Vankipuram Siddharth, Srivastava Chittij, Ojha B K, Sahoo Sushant
Department of Neurosurgery, Shatabdi Hospital Phase 2, King George Medical University, Lucknow, Uttar Pradesh, 226003, India.
Childs Nerv Syst. 2018 Feb;34(2):373-375. doi: 10.1007/s00381-017-3600-1. Epub 2017 Sep 16.
Development of a posttraumatic herniation of brain parenchyma through the orbit is a rare complication of orbital roof fracture. Mostly, the injury is due to a direct impact to the frontal region resulting in orbital roof fracture with dural defect and herniation of cerebrospinal fluid or brain parenchyma. These patients present with acute or gradually progressive proptosis with impending risk of loss of vision and mandate surgical decompression of optic nerve with watertight closure of the dural defect. Bony reconstruction may be required to achieve normal contour of the orbit.

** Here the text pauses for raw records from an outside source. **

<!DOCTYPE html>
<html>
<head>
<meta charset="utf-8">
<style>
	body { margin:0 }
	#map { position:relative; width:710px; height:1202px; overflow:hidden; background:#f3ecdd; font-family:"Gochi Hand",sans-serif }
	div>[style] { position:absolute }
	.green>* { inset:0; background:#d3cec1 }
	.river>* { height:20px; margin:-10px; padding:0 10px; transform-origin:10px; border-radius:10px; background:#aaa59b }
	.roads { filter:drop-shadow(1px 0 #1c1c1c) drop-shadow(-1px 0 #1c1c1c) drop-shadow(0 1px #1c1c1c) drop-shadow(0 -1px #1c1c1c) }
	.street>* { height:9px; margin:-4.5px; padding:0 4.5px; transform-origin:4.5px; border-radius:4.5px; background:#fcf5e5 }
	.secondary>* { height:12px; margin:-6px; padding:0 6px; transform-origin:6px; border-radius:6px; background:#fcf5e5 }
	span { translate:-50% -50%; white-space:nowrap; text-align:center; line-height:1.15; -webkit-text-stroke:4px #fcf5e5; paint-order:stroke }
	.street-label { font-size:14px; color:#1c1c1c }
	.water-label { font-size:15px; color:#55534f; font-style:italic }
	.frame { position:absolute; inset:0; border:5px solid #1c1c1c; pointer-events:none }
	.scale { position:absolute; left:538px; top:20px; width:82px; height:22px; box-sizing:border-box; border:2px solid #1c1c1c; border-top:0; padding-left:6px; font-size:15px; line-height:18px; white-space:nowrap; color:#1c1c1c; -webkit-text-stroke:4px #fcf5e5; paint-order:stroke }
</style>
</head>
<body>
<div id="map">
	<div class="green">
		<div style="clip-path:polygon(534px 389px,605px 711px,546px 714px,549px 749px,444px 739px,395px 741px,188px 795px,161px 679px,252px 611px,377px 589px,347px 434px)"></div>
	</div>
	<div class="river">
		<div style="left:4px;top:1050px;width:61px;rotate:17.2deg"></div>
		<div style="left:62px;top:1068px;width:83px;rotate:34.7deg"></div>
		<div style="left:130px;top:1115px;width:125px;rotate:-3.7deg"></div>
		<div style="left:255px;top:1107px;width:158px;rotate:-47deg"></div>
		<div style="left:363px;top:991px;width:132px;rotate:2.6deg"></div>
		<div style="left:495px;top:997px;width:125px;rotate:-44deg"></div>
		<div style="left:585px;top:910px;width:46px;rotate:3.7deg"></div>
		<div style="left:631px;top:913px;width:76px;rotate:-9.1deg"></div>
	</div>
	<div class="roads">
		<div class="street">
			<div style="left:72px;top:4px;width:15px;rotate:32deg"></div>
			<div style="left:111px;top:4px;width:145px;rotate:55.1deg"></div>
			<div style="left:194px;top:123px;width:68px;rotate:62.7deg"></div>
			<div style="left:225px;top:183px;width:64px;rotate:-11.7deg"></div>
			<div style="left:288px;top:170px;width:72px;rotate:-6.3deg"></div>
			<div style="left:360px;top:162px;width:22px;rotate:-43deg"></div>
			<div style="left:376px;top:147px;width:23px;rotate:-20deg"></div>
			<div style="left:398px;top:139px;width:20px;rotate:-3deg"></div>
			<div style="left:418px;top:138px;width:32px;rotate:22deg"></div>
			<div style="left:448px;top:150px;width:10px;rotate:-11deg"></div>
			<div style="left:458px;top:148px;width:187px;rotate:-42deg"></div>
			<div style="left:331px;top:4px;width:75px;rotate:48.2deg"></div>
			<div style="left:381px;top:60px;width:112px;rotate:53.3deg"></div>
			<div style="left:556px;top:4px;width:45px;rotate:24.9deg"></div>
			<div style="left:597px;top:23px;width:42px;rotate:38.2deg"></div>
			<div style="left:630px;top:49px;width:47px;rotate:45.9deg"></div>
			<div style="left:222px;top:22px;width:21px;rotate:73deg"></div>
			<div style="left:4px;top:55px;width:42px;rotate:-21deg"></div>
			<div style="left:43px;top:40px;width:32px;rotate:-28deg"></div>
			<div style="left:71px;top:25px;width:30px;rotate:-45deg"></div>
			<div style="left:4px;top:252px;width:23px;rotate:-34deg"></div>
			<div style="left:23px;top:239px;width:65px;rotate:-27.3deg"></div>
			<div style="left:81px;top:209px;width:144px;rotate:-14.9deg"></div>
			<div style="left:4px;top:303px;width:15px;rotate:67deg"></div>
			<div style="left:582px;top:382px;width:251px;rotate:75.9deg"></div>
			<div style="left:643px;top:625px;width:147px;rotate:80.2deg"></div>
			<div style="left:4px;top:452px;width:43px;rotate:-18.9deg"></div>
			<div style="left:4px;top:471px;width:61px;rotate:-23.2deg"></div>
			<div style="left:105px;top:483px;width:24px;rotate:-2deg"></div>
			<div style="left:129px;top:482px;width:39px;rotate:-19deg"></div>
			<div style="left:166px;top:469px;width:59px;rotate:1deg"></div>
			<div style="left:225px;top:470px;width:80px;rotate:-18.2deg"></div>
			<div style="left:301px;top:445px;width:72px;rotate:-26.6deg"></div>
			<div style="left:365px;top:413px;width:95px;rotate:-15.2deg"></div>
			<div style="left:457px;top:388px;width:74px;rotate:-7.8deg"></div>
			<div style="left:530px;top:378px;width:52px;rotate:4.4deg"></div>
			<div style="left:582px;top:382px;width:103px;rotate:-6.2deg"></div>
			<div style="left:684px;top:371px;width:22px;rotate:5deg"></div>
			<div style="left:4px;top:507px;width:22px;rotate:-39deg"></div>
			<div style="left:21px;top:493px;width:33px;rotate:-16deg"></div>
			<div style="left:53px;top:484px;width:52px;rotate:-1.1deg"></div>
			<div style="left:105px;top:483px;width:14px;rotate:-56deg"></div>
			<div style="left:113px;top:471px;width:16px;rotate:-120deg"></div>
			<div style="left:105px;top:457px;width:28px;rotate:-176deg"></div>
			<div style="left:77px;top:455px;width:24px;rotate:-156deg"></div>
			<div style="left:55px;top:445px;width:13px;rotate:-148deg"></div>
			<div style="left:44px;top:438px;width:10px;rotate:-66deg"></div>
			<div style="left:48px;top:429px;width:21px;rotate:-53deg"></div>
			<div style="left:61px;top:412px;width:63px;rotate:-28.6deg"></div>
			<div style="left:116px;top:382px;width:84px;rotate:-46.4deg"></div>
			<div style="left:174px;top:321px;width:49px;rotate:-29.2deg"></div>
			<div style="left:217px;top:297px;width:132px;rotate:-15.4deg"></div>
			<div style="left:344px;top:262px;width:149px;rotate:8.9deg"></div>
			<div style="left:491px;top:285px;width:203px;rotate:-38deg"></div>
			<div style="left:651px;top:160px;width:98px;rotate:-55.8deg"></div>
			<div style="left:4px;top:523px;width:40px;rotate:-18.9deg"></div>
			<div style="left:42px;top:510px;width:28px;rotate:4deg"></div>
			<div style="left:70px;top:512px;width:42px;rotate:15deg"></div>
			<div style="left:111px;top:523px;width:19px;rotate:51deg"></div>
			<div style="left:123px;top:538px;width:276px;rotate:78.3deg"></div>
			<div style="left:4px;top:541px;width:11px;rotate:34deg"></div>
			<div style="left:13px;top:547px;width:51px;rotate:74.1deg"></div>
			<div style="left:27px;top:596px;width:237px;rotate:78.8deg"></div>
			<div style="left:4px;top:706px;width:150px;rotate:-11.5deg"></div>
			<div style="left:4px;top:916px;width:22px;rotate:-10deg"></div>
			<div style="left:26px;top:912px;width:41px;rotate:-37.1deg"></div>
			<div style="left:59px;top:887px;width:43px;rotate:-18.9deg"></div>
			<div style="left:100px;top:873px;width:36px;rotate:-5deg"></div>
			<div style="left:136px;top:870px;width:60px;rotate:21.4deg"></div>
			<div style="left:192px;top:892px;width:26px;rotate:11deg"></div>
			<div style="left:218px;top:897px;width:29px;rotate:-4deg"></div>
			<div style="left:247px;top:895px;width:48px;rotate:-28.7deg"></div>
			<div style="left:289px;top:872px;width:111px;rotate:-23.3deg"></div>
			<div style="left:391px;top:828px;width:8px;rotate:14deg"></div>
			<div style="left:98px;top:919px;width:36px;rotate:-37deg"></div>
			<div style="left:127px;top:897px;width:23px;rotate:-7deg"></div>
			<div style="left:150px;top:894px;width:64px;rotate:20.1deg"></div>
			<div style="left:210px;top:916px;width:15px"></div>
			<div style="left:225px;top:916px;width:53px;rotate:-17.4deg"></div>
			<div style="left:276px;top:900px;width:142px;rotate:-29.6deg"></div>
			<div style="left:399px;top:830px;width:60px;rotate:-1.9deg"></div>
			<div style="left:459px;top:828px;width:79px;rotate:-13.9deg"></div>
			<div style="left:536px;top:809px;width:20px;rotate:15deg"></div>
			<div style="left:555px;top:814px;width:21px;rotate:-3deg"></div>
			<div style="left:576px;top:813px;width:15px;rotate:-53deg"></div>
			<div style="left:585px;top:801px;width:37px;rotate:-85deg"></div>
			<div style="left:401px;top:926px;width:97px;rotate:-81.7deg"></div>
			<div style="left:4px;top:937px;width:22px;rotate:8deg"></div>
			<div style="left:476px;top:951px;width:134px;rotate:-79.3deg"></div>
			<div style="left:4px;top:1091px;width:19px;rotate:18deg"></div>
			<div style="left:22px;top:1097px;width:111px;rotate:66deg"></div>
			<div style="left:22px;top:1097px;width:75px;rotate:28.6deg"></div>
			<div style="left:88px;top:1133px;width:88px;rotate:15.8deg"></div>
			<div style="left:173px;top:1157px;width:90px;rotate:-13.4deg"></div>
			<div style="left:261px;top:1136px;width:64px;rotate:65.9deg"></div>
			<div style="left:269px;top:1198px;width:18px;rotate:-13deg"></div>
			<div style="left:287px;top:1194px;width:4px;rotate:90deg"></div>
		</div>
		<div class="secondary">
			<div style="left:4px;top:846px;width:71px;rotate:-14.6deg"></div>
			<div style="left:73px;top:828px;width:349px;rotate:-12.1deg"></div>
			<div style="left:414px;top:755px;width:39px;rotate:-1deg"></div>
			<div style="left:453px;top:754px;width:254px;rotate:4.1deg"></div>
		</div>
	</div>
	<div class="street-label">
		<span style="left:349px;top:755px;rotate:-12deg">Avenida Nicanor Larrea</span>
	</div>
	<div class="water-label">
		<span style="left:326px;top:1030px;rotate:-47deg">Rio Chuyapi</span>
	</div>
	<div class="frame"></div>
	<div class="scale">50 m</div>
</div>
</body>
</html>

We encountered an interesting pediatric patient who presented to us with altered sensorium and progressive proptosis 3 days after a penetrating trauma to his left orbit by falling on the handle of a bicycle. The plain computerized tomography of the head (NCCT) showed a left orbital roof defect with herniation of brain matter into the orbit displacing the globe inferolaterally. A craniotomy was performed and watertight closure of the dural rent was achieved with use of autologous bone to cover the defect.
The child improved gradually, and at 6 months follow-up, he had good cosmetic outcome with improvement of vision.